## Work instruction
Among the records that follow, count the lines where "building" appears, and state the count by itself.

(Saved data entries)
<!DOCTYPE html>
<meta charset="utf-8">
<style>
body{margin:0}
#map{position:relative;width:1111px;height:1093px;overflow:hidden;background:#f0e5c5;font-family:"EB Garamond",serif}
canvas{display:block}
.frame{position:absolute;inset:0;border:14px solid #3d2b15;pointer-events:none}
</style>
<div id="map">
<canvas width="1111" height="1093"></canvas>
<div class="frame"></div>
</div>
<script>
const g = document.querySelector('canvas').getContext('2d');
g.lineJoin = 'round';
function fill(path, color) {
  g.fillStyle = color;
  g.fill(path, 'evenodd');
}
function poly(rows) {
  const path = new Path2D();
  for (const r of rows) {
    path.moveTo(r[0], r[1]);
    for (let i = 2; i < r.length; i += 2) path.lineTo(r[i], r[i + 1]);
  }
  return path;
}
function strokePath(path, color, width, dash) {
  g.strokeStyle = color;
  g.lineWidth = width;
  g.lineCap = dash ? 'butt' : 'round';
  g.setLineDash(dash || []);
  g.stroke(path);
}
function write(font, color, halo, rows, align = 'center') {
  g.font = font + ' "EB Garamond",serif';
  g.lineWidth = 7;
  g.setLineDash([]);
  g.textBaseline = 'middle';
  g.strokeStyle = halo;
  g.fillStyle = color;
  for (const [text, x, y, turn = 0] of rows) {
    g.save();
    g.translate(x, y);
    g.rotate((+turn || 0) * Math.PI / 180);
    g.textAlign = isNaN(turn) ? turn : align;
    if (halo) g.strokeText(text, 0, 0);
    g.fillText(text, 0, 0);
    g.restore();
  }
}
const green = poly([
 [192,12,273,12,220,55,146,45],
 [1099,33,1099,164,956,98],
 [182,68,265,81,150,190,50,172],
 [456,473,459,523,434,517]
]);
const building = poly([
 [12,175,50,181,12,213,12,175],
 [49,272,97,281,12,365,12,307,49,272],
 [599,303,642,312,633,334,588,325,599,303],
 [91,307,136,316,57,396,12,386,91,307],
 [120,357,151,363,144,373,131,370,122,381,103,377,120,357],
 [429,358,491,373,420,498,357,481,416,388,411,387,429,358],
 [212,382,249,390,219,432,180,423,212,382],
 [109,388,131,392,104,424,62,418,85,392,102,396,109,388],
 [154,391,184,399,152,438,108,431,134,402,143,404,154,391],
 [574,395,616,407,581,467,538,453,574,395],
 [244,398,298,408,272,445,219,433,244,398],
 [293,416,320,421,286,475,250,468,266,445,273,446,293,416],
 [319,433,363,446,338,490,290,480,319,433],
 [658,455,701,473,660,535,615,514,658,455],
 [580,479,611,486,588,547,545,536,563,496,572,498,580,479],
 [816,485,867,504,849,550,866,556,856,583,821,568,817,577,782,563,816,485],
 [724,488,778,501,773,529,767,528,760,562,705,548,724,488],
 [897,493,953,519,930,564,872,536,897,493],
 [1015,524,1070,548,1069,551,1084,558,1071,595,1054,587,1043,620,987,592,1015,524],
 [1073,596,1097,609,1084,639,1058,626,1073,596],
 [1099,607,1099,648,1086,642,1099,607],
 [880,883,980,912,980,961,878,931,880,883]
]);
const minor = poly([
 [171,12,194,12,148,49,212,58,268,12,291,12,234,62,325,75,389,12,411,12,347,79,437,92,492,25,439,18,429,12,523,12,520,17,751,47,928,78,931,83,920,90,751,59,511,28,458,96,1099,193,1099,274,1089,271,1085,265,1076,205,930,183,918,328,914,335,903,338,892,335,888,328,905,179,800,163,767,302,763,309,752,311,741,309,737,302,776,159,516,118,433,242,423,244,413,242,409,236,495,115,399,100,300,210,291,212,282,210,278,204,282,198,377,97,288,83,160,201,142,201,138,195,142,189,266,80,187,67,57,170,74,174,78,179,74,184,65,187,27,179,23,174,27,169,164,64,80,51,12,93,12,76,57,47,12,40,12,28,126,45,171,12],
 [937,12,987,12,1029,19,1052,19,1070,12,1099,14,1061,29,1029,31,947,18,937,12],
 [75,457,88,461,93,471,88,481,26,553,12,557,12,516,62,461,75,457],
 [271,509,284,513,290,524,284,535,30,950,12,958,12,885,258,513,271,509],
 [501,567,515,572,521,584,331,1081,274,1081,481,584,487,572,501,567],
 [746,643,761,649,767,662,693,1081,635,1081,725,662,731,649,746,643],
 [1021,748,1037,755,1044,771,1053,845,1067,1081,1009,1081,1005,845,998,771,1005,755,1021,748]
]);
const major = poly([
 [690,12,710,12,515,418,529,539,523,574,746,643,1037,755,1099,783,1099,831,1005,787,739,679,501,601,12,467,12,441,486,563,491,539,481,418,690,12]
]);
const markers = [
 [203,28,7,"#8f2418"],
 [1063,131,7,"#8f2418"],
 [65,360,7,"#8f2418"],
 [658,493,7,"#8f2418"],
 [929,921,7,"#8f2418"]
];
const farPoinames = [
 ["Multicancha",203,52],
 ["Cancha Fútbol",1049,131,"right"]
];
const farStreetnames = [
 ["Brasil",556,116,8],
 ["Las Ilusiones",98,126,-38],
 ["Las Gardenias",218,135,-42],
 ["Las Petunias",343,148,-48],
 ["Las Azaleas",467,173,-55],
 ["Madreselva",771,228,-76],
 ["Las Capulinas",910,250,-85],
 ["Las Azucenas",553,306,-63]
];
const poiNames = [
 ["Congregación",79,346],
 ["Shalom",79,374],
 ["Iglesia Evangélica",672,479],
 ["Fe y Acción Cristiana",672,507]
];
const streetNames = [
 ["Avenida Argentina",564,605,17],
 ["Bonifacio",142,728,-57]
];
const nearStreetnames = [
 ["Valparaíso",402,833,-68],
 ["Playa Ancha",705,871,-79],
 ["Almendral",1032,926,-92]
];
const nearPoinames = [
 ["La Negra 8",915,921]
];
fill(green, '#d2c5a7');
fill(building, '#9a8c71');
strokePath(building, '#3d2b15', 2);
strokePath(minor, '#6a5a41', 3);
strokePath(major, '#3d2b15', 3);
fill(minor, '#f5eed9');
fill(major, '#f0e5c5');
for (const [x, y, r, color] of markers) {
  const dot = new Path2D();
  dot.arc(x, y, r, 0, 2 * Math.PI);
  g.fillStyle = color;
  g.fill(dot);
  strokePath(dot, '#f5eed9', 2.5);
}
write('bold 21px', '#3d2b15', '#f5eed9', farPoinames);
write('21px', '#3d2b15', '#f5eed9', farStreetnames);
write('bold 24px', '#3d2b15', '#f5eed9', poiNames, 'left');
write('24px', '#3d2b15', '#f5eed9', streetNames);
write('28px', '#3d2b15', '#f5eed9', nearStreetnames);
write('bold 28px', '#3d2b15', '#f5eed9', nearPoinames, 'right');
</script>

## Solution to this exercise
3